Let’s be clear: Banks and insurers aren’t the only ones who can learn from these findings. Electric utilities are expected to translate volatile swings in energy prices into simple language the average ratepayer understands when he or she pays the bills. Cable companies are expected to clearly present to customers what exactly they are paying for each month. (The next time you open your cable bill, ask yourself whether they’re doing a good job.)

Health care providers, colleges and universities all risk public hostility in recessions as the services they provide are increasingly unaffordable — but no less important — for millions of Americans.

OK, so U.S. businesses have been communicating poorly. How can a business leader use these surveys to improve a company’s reputation? Here are five quick ideas.

Embrace these findings.
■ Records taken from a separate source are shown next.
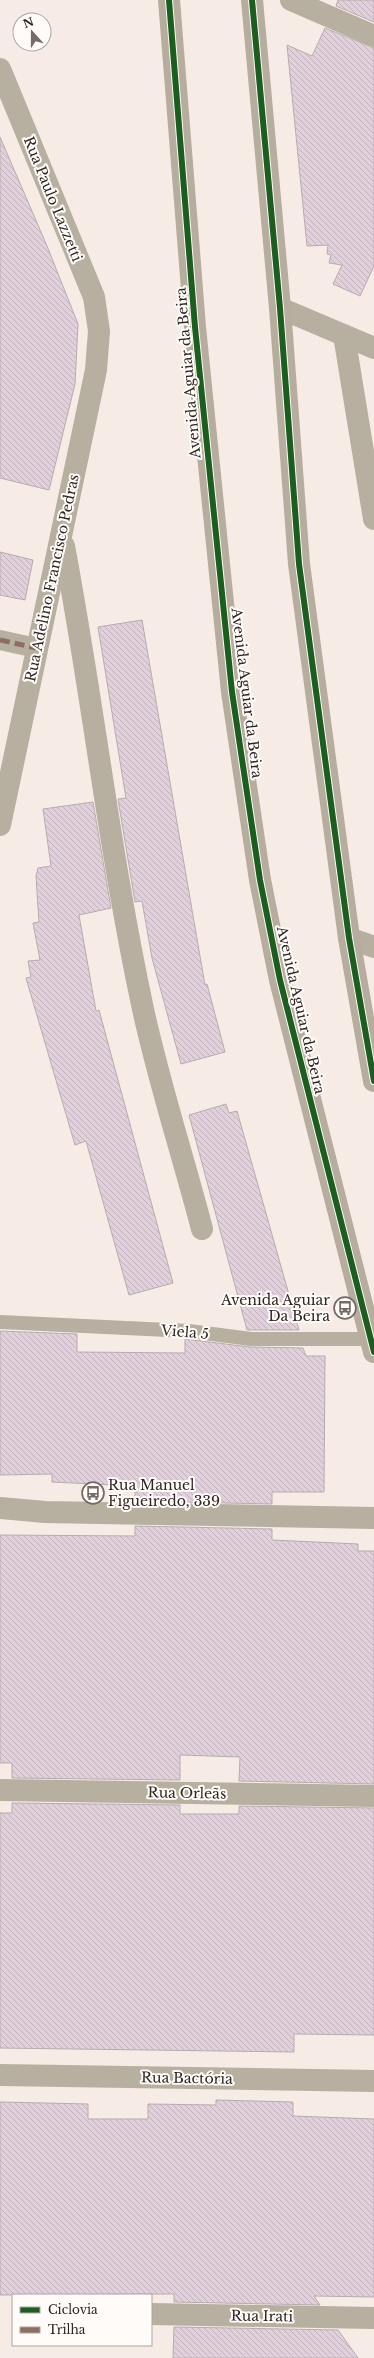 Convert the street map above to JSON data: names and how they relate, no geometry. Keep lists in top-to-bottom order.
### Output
{
  "streets": {
    "main road": ["Avenida Aguiar da Beira"],
    "street": [
      "Rua Paulo Lazzetti",
      "Rua Adelino Francisco Pedras",
      "Rua Orleãs",
      "Rua Bactória",
      "Rua Irati"
    ],
    "lane": ["Viela 5"]
  },
  "crossings": [
    ["Rua Paulo Lazzetti", "Rua Adelino Francisco Pedras"],
    ["Avenida Aguiar da Beira", "Viela 5"]
  ],
  "places": {
    "bus stop": ["Avenida Aguiar Da Beira", "Rua Manuel Figueiredo, 339"]
  },
  "legend": ["Ciclovia", "Trilha"],
  "north": "top"
} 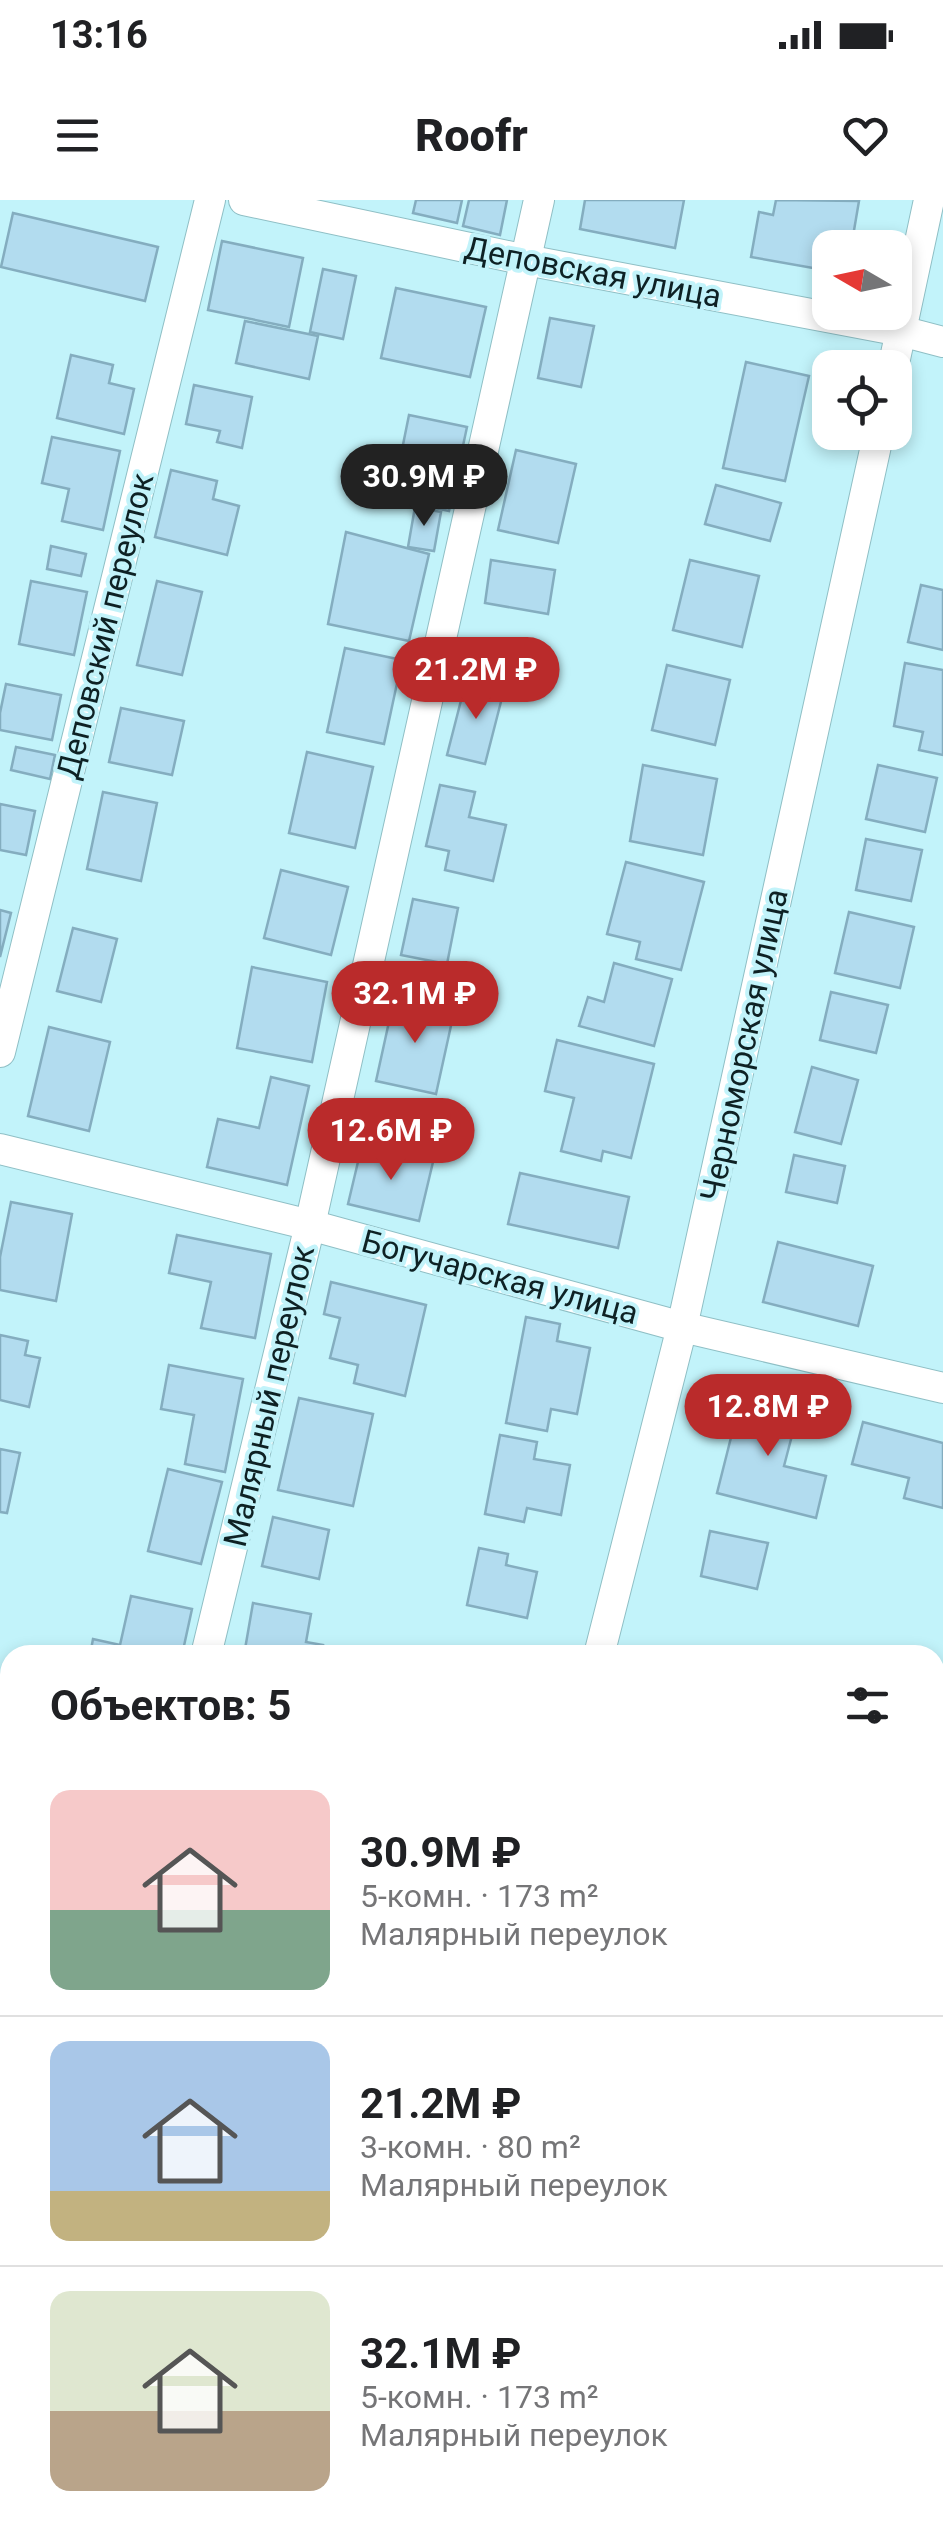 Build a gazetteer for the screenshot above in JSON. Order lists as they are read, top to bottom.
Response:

The ugly truth about how poorly we all communicated in 2008 can be a blessing for companies seeking to influence public opinion in 2009.

Identify your stakeholders. These may include customers, regulators, elected officials or reporters, to name a few. Your communications strategy must be centered on this group.

Listen to your stakeholders. Understanding your stakeholders’ fears is central to putting them at ease. Focus groups, online strategies and face-to-face interaction give you that opportunity. Take the time to listen. What they tell you may dramatically alter how you communicate.

Give your message a tune-up. If you’ve been ignoring today’s economic realities in your public outreach, you’re probably considered out of touch. If your messages are littered with hedges, qualifiers and jargon, you can sound evasive or pretentious. Jargon is fine for industry analysts and trade publications, but not the consumer. The public wants the facts and it wants them in plain English.

Tear down barriers. For too long, companies have had to rely on reporters and editors who filtered news as they saw fit. While objective interpretation of events is important, the interpreters don’t always get it right. New technologies — such as blogs and interactive social media Web sites — allow for unfiltered conversations between you and your stakeholders. Toyota effectively uses its “Open Road” blog to correct inaccuracies in the press and level with the public in language we all understand. Southwest Airlines connects with the public by posting its own messages on YouTube. One of its YouTube messages has garnered nearly 200,000 views, demonstrating that at least some segments of the public welcome corporate participation in online dialogues. These efforts should complement your traditional strategies of media outreach, e-mail and snail mail campaigns, press releases and public speaking.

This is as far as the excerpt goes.